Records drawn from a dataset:
►
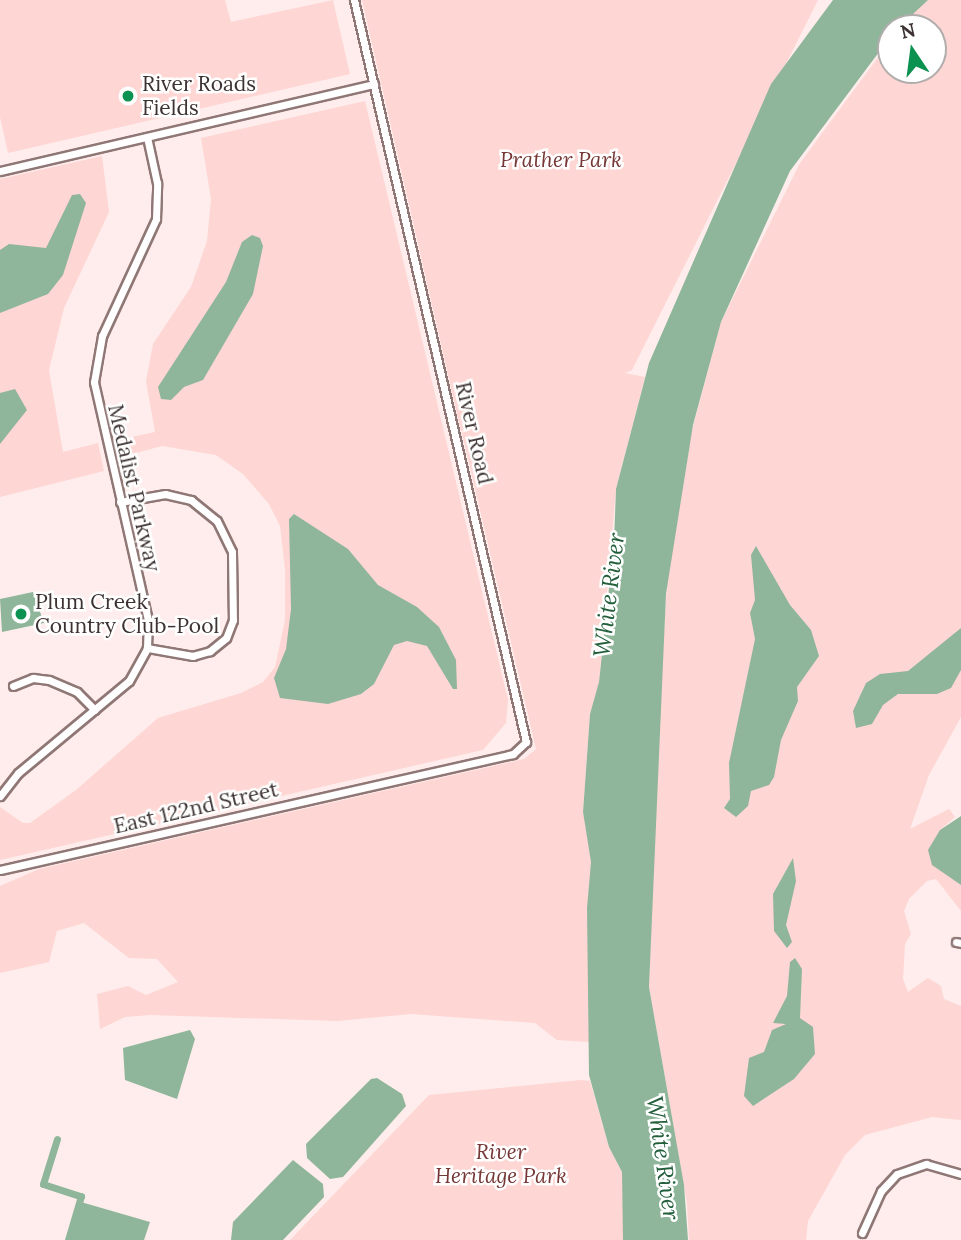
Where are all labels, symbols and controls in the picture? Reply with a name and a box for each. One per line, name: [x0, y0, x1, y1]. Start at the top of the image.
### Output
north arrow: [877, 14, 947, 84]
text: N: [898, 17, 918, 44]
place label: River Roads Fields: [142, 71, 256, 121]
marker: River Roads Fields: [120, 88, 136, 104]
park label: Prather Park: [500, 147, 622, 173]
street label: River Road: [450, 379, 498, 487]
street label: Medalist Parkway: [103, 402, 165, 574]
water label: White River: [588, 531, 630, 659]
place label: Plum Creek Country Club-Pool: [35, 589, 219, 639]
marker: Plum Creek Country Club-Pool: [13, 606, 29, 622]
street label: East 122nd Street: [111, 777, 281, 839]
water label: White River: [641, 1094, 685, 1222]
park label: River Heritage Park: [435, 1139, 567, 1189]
◄
INSTRUCTIONS TO FOLLOW:
Set down the entries again without change. Leave the pictures out.

EXPECTED ANSWER:
Where are all labels, symbols and controls in the picture? Reply with a name and a box for each. One per line, name: [x0, y0, x1, y1]. Start at the top of the image.
### Output
north arrow: [877, 14, 947, 84]
text: N: [898, 17, 918, 44]
place label: River Roads Fields: [142, 71, 256, 121]
marker: River Roads Fields: [120, 88, 136, 104]
park label: Prather Park: [500, 147, 622, 173]
street label: River Road: [450, 379, 498, 487]
street label: Medalist Parkway: [103, 402, 165, 574]
water label: White River: [588, 531, 630, 659]
place label: Plum Creek Country Club-Pool: [35, 589, 219, 639]
marker: Plum Creek Country Club-Pool: [13, 606, 29, 622]
street label: East 122nd Street: [111, 777, 281, 839]
water label: White River: [641, 1094, 685, 1222]
park label: River Heritage Park: [435, 1139, 567, 1189]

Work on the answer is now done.